Progression Rate From Intermediate to Advanced Age-Related Macular Degeneration Is Correlated With the Number of Risk Alleles at the CFH Locus.

Invest Ophthalmol Vis Sci 2016 Nov;57(14):6107-6115

John P. Hussman Institute for Human Genomics, University of Miami Miller School of Medicine, Miami, Florida, United States.

Purpose: Progression rate of age-related macular degeneration (AMD) varies substantially, yet its association with genetic variation has not been widely examined.

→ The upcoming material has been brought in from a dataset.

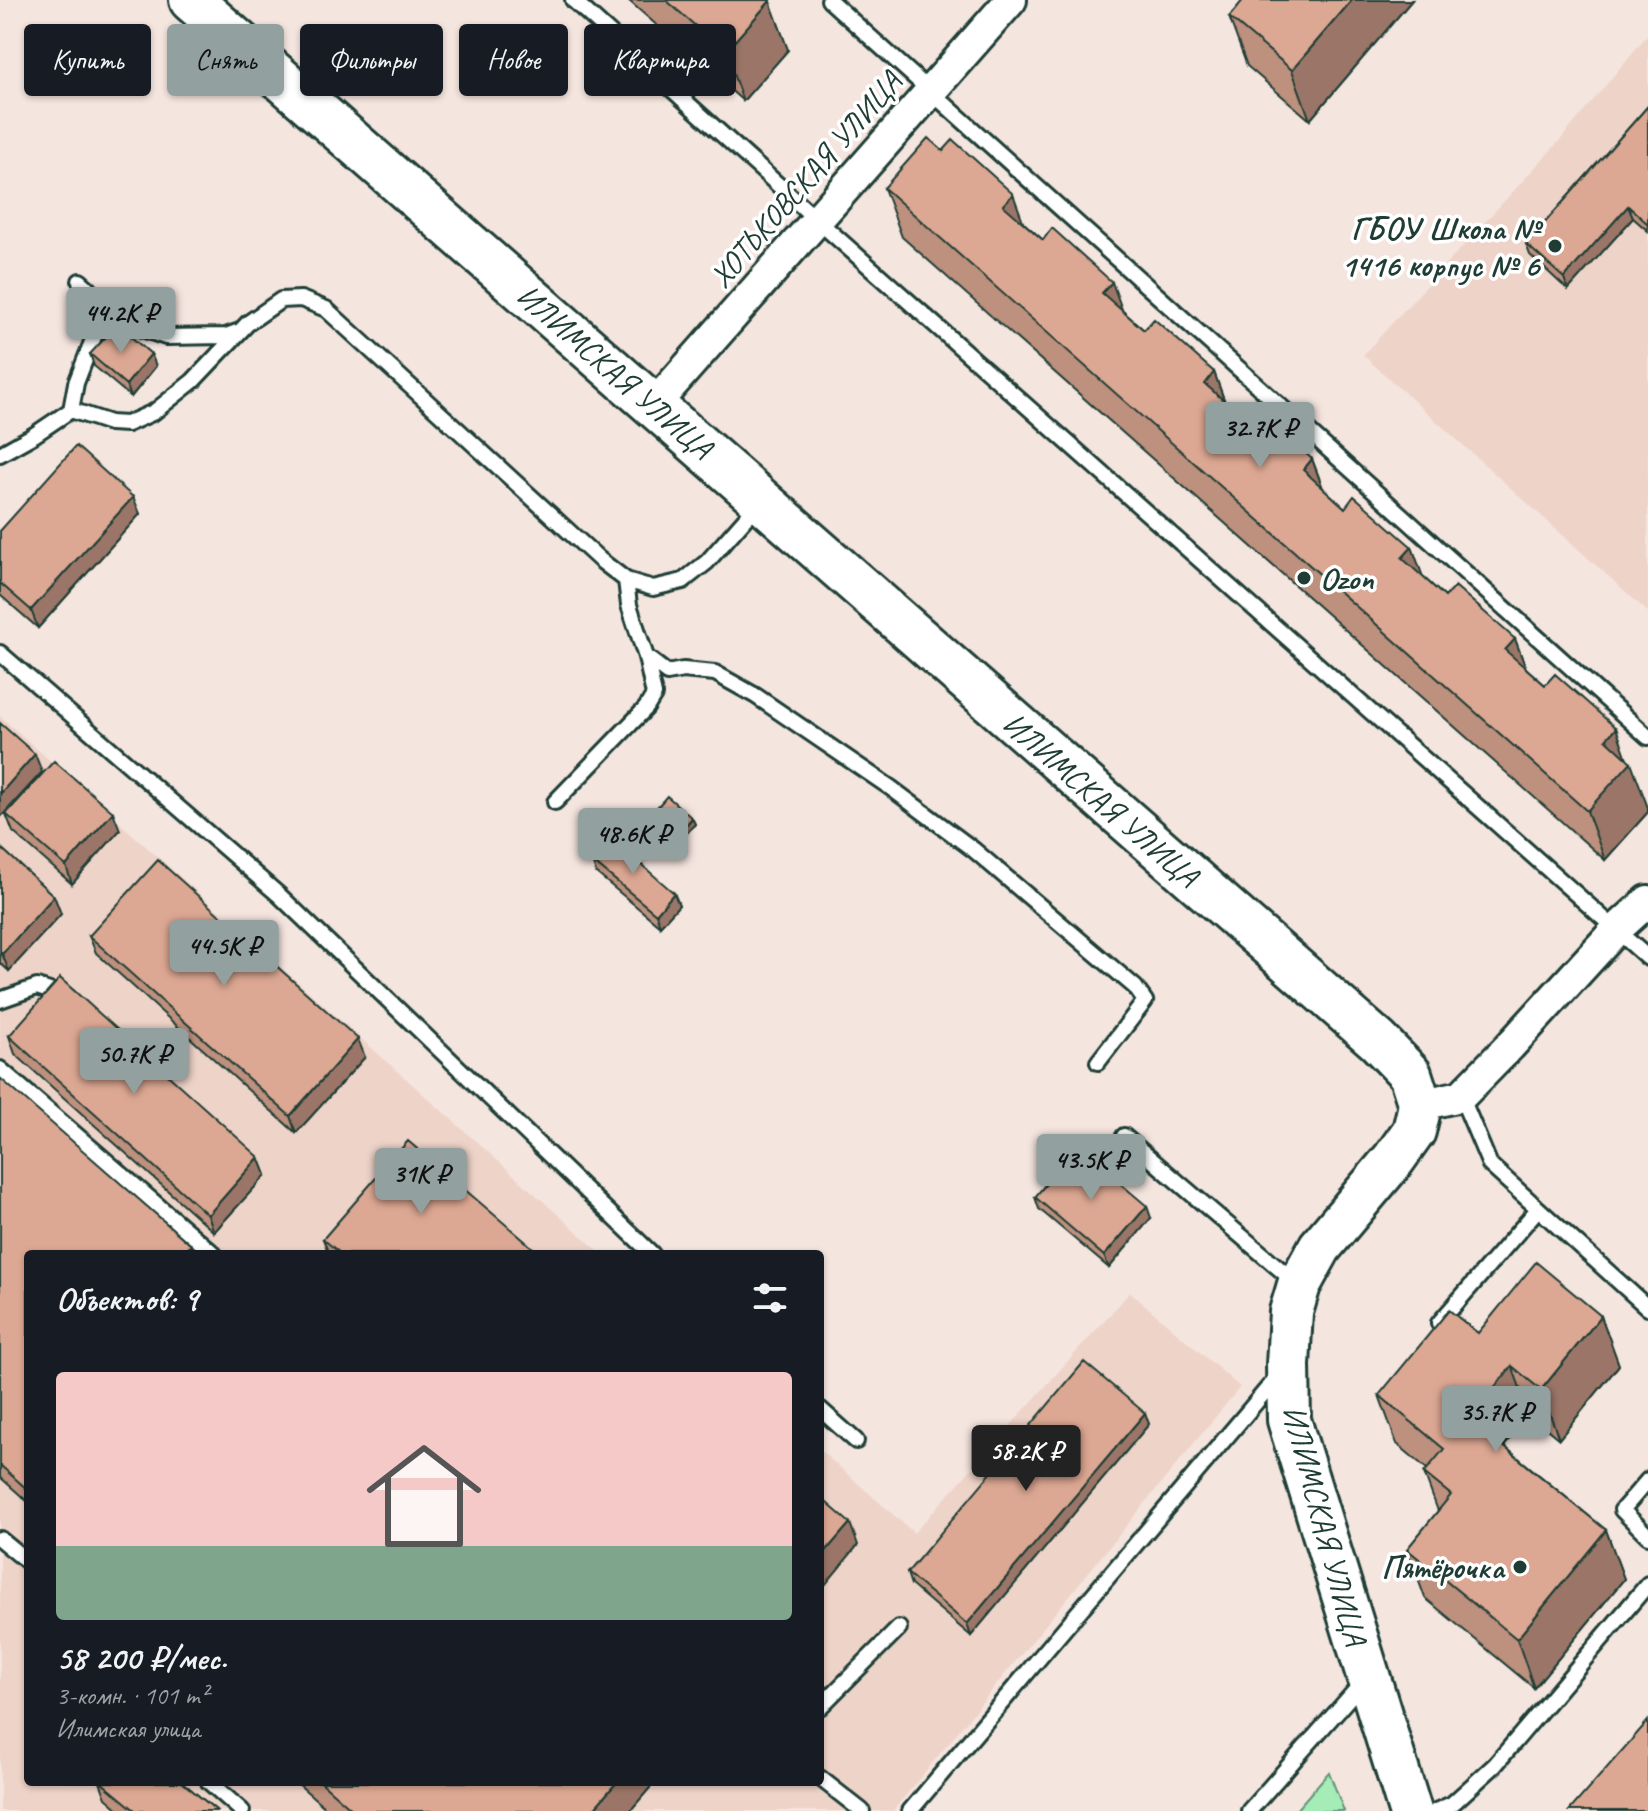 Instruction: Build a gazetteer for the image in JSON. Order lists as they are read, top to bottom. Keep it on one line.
{"streets":{"street":["ХОТЬКОВСКАЯ УЛИЦА","ИЛИМСКАЯ УЛИЦА"]},"crossings":[["ХОТЬКОВСКАЯ УЛИЦА","ИЛИМСКАЯ УЛИЦА"]],"places":["ГБОУ Школа № 1416 корпус № 6","Ozon","Пятёрочка"],"page":{"chip":["Купить","Снять","Фильтры","Новое","Квартира"],"price":["44.2K ₽","32.7K ₽","48.6K ₽","44.5K ₽","50.7K ₽","43.5K ₽","31K ₽","35.7K ₽","58.2K ₽"],"heading":"Объектов: 9","list":[{"name":"58 200 ₽/мес.","note":"3-комн. · 101 m² · Илимская улица"}]}}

Methods: We tested whether progression rate from intermediate AMD to geographic atrophy (GA) or choroidal neovascularization (CNV) was correlated with genotype at seven single nucleotide polymorphisms (SNPs) in the four genes most strongly associated with risk of advanced AMD. Cox proportional hazards survival models examined the association between progression time and SNP genotype while adjusting for age and sex and accounting for variable follow-up time, right censored data, and repeated measures (left and right eyes).

Results: Progression rate varied with the number of risk alleles at the CFH:rs10737680 but not the CFH:rs1061170 (Y402H) SNP; individuals with two risk alleles progressed faster than those with one allele (hazard ratio [HR] = 1.61, 95% confidence interval [CI] = 1.08-2.40, P < 0.02, n = 547 eyes), although this was not significant after Bonferroni correction. This signal was likely driven by an association at the correlated protective variant, CFH:rs6677604, which tags the CFHR1-3 deletion; individuals with at least one protective allele progressed more slowly. Considering GA and CNV separately showed that the effect of CFH:rs10737680 was stronger for progression to CNV.

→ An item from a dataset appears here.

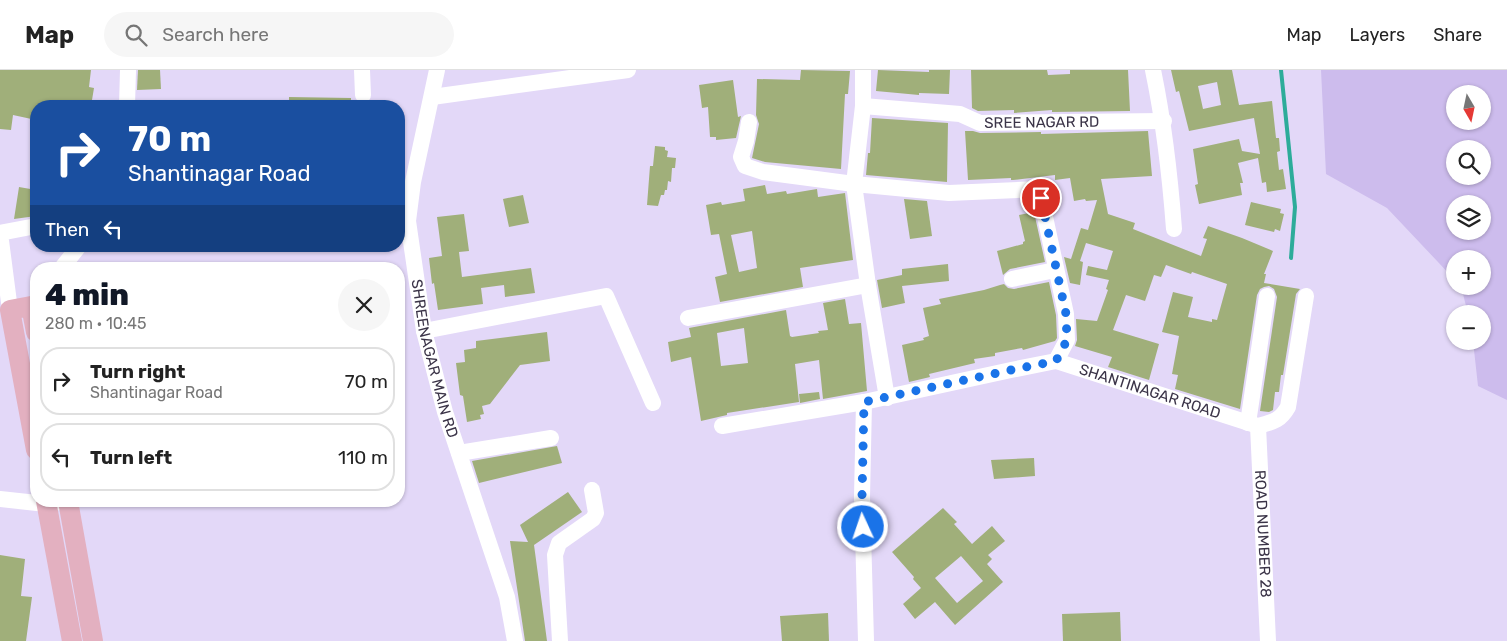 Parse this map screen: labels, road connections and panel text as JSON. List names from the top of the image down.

Conclusions: Results support previous findings that AMD progression rate is influenced by CFH, and suggest that variants within CFH may have different effects on risk versus progression. However, since CFH:rs10737680 was not significant after Bonferroni correction and explained only a relatively small portion of variation in progression rate beyond that explained by age, we suggest that additional factors contribute to progression.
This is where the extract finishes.